EXERCISE:
Copy each line of the entries beneath that contains the word "lines".

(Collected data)
---

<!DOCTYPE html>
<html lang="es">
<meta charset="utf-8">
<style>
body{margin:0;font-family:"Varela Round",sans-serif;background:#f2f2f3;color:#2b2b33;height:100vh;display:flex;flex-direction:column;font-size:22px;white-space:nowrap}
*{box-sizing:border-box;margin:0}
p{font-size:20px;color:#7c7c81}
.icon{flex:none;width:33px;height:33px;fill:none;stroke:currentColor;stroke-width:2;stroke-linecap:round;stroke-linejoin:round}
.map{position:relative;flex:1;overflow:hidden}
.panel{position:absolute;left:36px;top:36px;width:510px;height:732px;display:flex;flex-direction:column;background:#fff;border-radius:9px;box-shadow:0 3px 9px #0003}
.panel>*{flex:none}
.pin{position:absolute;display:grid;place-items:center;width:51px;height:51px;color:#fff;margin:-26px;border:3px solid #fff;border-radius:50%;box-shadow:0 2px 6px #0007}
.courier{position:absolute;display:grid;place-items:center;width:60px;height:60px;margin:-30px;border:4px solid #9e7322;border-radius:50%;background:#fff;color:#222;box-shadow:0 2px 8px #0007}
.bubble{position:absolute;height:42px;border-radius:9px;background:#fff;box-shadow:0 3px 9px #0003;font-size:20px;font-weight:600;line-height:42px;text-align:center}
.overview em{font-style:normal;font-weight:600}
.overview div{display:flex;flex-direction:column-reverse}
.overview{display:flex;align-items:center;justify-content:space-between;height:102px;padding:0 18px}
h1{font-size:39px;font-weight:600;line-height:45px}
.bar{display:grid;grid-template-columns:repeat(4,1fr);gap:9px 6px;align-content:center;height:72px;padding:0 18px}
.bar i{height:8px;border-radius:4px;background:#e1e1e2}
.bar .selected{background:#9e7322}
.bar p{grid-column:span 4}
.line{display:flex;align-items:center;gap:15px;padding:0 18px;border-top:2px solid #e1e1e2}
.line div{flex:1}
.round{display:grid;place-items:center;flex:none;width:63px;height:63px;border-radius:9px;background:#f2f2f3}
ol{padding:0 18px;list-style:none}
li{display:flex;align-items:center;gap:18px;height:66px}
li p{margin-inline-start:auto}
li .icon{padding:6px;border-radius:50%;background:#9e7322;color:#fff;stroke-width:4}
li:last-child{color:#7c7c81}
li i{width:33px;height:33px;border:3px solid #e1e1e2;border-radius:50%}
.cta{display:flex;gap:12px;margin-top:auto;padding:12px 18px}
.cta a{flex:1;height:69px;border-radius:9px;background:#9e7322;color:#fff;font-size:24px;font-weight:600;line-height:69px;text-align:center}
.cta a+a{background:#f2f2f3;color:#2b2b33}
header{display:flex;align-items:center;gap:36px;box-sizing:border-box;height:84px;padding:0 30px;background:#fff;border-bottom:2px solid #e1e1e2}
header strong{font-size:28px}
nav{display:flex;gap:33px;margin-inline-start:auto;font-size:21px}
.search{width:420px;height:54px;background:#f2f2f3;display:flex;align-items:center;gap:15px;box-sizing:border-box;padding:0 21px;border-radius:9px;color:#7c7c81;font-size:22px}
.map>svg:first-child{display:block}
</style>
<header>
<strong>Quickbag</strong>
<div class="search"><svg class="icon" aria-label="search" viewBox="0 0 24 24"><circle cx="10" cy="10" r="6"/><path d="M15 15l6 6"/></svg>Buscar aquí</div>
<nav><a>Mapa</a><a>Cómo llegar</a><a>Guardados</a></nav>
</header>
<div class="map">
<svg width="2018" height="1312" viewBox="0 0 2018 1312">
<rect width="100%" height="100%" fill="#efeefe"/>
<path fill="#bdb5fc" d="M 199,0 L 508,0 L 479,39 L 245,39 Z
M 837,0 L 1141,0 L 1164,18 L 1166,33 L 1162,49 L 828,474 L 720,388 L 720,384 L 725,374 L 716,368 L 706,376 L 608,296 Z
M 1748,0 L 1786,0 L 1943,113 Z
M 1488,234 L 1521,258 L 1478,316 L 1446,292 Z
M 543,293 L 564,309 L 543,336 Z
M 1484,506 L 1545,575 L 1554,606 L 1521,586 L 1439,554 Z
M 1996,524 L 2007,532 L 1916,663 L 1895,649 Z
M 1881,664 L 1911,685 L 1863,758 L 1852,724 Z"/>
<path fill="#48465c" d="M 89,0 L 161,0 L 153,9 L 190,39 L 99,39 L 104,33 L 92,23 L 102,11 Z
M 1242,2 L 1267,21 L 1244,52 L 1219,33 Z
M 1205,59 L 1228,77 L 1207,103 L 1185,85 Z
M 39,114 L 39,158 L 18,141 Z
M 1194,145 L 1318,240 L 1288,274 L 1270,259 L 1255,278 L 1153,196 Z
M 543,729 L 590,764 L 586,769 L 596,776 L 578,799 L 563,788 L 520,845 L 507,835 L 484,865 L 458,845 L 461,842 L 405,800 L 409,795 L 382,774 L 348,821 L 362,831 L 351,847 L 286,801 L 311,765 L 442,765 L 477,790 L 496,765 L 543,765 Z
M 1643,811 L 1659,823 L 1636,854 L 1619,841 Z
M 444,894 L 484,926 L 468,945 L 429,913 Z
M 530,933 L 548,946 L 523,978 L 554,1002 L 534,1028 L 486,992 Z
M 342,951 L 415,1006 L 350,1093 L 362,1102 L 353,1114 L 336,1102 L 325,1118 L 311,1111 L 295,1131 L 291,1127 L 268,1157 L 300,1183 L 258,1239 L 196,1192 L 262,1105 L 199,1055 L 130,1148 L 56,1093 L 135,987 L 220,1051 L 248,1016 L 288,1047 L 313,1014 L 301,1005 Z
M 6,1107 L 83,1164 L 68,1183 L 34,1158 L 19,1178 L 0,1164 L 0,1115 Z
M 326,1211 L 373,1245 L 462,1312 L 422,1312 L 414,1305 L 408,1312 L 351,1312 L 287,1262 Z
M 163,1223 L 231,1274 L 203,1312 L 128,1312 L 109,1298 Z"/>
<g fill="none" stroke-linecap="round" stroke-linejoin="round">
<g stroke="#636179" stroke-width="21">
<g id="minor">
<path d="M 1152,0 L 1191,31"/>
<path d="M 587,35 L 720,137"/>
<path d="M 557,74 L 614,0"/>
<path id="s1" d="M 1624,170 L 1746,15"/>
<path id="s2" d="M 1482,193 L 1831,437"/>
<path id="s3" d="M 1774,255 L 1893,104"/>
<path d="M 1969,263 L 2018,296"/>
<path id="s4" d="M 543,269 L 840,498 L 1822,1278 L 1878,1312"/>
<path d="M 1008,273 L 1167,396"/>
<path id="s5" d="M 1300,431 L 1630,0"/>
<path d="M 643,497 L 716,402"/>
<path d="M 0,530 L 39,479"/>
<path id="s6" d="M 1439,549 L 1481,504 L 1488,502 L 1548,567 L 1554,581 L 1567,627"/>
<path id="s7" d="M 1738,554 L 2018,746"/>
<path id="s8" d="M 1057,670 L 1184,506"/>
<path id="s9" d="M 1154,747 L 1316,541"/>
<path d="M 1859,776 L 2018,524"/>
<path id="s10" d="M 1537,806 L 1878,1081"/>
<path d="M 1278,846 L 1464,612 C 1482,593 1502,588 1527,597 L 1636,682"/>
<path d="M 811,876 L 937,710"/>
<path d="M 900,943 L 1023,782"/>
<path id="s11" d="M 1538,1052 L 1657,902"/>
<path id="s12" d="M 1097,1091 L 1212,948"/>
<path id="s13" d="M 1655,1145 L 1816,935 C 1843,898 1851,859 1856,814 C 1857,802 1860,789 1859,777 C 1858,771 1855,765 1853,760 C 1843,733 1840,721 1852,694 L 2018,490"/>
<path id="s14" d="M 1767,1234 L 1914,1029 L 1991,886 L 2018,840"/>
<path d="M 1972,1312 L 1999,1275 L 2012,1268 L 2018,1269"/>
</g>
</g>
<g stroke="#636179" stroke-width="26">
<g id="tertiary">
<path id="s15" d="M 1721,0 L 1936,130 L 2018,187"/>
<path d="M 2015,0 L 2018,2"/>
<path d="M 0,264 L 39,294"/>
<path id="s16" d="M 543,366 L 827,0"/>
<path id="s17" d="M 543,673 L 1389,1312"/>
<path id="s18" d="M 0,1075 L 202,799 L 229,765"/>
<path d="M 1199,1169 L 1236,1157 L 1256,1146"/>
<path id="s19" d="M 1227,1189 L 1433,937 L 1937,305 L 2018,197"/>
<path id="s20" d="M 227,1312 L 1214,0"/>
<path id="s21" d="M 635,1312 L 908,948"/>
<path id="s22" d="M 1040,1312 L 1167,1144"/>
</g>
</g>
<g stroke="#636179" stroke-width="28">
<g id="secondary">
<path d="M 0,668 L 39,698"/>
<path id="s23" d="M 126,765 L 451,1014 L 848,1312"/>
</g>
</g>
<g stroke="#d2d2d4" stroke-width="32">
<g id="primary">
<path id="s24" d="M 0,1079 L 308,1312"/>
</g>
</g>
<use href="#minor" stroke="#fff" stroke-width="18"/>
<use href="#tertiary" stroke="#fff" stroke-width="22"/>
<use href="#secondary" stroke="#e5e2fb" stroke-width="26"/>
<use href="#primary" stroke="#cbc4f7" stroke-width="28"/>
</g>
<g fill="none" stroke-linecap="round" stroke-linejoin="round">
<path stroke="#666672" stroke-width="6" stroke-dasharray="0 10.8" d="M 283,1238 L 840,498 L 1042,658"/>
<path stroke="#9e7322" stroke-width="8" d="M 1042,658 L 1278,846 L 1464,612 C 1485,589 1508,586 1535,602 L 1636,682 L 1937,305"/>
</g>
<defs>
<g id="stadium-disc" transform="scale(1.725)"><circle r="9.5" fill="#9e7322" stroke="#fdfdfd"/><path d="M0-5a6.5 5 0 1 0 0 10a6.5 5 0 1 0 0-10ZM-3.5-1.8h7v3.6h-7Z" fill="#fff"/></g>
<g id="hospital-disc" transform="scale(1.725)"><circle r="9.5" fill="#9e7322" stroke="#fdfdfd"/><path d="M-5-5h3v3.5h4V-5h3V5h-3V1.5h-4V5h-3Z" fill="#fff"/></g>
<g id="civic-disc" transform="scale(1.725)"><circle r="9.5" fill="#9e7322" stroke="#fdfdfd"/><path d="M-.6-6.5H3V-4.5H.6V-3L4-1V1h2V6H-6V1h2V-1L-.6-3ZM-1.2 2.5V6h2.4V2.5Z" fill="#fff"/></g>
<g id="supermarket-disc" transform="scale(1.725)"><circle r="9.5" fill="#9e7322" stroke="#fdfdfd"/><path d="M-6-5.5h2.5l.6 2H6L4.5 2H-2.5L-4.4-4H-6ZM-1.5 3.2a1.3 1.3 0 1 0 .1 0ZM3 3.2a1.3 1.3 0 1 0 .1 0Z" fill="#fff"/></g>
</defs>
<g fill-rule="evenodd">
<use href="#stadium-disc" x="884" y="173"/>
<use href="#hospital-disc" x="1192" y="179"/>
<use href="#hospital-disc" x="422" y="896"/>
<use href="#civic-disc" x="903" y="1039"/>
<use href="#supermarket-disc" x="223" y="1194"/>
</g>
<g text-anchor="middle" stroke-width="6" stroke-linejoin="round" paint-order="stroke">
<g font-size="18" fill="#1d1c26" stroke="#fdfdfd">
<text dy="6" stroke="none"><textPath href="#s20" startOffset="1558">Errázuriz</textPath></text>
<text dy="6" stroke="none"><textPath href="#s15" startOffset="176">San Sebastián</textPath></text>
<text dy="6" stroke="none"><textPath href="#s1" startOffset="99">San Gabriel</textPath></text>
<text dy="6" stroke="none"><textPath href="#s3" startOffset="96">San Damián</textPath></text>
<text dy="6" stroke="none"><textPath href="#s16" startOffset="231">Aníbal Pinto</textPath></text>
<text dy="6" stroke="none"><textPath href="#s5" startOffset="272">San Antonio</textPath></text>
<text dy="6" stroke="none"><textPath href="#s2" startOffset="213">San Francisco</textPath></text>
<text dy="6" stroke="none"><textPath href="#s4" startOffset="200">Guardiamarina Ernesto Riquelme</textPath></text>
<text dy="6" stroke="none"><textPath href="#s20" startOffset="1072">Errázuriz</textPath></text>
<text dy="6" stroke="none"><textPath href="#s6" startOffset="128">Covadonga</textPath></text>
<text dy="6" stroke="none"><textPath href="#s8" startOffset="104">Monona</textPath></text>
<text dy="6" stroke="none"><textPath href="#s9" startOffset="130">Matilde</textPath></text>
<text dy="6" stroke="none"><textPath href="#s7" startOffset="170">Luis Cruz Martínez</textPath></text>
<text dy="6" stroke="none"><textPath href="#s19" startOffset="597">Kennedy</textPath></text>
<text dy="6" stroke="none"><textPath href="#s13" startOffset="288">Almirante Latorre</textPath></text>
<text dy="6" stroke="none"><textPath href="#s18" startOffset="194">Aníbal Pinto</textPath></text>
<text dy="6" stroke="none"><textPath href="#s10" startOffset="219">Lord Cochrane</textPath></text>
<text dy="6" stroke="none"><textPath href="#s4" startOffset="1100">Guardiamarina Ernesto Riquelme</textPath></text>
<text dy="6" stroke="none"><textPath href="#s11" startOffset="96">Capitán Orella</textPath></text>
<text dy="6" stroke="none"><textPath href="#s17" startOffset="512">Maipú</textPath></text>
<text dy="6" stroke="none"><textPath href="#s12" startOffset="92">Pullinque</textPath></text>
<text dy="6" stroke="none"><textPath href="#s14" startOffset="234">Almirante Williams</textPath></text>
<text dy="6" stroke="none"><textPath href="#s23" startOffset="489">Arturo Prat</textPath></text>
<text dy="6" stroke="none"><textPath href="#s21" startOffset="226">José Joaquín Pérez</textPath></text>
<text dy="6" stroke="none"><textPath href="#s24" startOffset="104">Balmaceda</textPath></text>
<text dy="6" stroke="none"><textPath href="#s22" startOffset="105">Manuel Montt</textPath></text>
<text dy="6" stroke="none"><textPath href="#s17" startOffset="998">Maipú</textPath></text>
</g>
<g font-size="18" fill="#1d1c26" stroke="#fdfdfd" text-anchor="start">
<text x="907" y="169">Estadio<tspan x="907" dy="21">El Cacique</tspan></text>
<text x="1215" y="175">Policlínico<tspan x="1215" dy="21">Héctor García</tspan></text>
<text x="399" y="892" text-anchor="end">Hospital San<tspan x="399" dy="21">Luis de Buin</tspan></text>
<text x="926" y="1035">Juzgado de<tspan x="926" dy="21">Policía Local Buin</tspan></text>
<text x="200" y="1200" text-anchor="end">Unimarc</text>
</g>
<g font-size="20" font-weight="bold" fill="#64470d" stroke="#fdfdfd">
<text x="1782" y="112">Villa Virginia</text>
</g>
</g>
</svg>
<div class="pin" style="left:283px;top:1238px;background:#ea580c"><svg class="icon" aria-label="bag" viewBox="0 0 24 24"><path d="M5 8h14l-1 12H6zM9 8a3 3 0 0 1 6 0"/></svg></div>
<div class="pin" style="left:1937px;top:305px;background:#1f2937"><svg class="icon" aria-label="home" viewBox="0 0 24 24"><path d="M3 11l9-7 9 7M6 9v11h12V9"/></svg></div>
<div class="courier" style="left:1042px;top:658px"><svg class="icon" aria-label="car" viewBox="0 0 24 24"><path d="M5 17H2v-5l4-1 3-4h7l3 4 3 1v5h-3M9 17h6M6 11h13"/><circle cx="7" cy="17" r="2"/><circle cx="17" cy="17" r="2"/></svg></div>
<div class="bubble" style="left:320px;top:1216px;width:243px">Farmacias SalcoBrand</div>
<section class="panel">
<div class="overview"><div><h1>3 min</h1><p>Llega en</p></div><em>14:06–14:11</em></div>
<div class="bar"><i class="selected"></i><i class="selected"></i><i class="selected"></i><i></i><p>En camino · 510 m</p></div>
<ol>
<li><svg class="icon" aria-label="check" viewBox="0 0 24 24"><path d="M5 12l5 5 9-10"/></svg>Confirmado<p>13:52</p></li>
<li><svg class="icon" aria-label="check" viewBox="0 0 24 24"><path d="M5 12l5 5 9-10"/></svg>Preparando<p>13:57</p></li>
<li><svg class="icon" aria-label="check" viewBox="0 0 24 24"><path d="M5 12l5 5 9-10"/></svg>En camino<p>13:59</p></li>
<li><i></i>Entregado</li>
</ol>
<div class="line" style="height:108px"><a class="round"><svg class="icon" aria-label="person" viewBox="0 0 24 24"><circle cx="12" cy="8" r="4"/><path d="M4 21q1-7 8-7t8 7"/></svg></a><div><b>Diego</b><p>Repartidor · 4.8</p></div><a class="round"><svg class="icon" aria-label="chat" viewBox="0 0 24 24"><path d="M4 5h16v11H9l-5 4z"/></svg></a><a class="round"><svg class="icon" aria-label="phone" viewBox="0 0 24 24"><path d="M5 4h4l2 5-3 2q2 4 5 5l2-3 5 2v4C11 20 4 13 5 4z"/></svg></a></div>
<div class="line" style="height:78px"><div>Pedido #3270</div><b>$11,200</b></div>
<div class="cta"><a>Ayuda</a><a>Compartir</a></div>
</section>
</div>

---

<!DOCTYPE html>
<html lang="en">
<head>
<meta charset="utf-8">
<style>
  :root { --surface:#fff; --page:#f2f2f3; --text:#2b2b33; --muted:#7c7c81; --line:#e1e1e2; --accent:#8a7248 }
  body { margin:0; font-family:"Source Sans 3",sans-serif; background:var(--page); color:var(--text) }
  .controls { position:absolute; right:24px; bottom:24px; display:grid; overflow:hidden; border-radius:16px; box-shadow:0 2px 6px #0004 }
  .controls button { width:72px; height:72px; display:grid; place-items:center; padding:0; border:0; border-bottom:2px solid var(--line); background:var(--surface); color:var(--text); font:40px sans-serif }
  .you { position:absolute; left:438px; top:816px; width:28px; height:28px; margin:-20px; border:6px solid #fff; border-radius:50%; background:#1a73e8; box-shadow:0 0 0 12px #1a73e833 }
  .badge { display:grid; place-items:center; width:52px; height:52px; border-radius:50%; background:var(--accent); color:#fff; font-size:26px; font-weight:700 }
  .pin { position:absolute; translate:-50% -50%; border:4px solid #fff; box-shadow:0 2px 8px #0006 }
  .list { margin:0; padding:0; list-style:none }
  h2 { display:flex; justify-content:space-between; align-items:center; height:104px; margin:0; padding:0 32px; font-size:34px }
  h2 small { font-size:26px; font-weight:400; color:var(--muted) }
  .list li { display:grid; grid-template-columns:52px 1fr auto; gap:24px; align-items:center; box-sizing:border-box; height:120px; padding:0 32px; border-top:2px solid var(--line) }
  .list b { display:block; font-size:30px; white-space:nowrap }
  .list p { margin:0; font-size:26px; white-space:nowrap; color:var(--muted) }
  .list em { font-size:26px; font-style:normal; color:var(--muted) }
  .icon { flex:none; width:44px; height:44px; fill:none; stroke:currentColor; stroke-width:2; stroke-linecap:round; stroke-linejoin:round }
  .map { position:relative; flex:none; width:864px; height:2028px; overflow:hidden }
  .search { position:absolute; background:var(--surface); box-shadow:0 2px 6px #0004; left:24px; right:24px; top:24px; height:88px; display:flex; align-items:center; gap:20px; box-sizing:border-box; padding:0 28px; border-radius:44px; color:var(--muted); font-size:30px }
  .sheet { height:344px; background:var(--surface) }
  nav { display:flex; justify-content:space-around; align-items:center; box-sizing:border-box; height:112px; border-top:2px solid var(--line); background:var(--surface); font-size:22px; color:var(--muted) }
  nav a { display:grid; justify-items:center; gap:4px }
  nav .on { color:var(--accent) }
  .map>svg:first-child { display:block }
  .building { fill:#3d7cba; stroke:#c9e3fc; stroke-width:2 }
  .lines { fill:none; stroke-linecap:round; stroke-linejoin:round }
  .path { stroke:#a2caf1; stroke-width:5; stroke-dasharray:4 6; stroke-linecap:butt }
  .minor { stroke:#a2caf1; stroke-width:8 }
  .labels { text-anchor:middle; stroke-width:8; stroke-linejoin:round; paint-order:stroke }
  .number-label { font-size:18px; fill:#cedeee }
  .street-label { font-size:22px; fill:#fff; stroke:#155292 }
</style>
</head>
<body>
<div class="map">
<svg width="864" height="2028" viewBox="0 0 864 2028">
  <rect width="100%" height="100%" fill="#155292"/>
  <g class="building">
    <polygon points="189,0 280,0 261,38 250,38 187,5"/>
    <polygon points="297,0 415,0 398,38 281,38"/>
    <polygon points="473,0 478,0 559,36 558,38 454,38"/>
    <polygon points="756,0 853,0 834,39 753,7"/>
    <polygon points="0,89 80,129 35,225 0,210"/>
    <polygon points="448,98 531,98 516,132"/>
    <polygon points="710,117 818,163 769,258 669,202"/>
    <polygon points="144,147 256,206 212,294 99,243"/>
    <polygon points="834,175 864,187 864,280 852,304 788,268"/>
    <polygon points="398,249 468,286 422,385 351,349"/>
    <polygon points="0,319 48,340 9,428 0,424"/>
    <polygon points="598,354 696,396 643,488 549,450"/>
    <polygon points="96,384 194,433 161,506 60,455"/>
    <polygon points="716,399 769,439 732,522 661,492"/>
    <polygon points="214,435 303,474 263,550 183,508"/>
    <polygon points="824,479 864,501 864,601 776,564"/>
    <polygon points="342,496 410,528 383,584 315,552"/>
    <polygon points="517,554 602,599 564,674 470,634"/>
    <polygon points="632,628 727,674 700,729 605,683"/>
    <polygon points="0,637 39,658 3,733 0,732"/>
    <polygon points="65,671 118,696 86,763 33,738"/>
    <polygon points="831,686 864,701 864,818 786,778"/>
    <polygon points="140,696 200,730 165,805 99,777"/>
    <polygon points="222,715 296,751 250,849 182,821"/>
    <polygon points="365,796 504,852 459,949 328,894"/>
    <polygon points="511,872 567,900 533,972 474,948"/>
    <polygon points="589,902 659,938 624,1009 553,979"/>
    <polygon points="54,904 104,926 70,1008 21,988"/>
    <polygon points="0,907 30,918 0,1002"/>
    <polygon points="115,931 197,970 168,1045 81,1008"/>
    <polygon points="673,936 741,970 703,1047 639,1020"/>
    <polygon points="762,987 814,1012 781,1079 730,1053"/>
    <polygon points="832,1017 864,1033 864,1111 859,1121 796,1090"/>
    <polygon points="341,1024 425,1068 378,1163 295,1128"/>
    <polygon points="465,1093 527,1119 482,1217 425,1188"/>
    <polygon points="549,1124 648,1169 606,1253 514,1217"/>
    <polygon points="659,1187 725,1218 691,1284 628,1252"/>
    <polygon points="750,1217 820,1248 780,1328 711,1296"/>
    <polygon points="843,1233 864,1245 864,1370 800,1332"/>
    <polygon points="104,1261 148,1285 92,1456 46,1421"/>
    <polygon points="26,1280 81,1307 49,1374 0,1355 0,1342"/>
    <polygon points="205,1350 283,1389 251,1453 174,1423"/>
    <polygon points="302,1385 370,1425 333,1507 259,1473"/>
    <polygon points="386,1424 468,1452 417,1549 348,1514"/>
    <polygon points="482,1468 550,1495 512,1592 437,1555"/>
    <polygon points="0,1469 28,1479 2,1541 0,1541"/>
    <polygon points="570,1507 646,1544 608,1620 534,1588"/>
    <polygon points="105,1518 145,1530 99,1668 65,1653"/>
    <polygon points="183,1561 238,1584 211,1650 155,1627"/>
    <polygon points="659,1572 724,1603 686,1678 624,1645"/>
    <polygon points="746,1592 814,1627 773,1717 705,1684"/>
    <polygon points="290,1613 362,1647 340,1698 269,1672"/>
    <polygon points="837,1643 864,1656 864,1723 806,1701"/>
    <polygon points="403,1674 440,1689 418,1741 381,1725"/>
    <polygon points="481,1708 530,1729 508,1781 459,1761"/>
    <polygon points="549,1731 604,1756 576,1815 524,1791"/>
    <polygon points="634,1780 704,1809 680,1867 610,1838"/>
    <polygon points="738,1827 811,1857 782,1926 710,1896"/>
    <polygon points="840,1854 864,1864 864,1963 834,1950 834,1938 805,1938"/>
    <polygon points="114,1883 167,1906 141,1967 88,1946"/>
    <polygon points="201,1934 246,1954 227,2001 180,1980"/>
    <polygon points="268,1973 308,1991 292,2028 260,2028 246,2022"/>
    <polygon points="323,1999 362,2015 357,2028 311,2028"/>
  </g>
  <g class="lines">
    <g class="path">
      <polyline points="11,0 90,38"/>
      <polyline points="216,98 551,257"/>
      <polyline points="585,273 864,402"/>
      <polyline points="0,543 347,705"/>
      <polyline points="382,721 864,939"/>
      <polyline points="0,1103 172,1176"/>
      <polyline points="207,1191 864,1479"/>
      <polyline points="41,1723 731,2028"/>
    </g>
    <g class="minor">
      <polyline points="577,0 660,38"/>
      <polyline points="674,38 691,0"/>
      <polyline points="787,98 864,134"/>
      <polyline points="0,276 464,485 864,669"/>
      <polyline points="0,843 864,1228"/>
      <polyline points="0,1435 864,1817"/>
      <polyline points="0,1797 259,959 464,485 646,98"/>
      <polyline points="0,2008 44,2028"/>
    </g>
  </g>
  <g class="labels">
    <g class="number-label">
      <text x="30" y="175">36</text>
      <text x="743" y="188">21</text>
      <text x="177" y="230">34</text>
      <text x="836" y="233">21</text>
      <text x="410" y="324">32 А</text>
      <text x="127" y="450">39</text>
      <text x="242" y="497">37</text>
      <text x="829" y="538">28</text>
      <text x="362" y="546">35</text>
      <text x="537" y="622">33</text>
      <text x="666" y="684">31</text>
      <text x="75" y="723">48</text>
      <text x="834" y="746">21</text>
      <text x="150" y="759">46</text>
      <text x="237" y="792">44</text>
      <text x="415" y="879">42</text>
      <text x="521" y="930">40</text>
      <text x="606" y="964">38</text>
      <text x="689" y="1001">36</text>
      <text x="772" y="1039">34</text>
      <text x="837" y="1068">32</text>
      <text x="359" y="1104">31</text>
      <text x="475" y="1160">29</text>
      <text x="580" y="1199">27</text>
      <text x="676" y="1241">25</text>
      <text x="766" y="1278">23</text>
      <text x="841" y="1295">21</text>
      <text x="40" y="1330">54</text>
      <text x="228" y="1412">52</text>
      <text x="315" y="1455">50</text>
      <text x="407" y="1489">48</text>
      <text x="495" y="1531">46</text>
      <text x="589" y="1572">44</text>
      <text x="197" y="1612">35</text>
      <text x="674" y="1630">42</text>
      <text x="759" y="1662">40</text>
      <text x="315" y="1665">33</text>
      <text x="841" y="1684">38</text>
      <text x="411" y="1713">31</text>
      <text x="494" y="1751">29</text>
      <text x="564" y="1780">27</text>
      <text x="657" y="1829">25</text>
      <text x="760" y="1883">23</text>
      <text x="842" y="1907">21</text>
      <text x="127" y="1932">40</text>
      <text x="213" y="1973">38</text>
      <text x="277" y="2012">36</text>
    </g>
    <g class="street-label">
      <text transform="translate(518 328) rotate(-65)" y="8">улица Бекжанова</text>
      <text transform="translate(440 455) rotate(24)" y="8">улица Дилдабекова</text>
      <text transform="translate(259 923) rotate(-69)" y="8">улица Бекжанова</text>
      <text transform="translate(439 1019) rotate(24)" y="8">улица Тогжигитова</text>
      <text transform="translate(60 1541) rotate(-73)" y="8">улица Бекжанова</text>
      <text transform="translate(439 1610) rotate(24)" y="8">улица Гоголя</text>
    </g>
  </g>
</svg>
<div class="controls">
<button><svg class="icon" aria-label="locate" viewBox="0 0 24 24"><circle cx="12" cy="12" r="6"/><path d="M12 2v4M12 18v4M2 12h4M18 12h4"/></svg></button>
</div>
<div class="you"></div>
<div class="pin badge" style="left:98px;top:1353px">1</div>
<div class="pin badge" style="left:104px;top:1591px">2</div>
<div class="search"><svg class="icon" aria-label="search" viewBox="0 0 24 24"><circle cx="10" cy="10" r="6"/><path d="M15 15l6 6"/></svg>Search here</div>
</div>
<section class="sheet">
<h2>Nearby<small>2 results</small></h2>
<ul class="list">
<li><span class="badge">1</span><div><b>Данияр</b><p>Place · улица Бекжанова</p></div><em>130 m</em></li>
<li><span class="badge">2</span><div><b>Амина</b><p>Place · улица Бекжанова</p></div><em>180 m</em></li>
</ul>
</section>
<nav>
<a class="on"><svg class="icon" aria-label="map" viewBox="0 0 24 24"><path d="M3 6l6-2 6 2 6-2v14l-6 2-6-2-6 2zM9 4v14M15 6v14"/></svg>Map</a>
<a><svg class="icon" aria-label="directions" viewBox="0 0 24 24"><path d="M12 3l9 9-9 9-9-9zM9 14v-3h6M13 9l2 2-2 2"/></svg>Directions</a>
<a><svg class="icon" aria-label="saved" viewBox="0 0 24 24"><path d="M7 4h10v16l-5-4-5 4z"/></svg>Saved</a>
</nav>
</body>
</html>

---

TASK OUTPUT:
  .lines { fill:none; stroke-linecap:round; stroke-linejoin:round }
  <g class="lines">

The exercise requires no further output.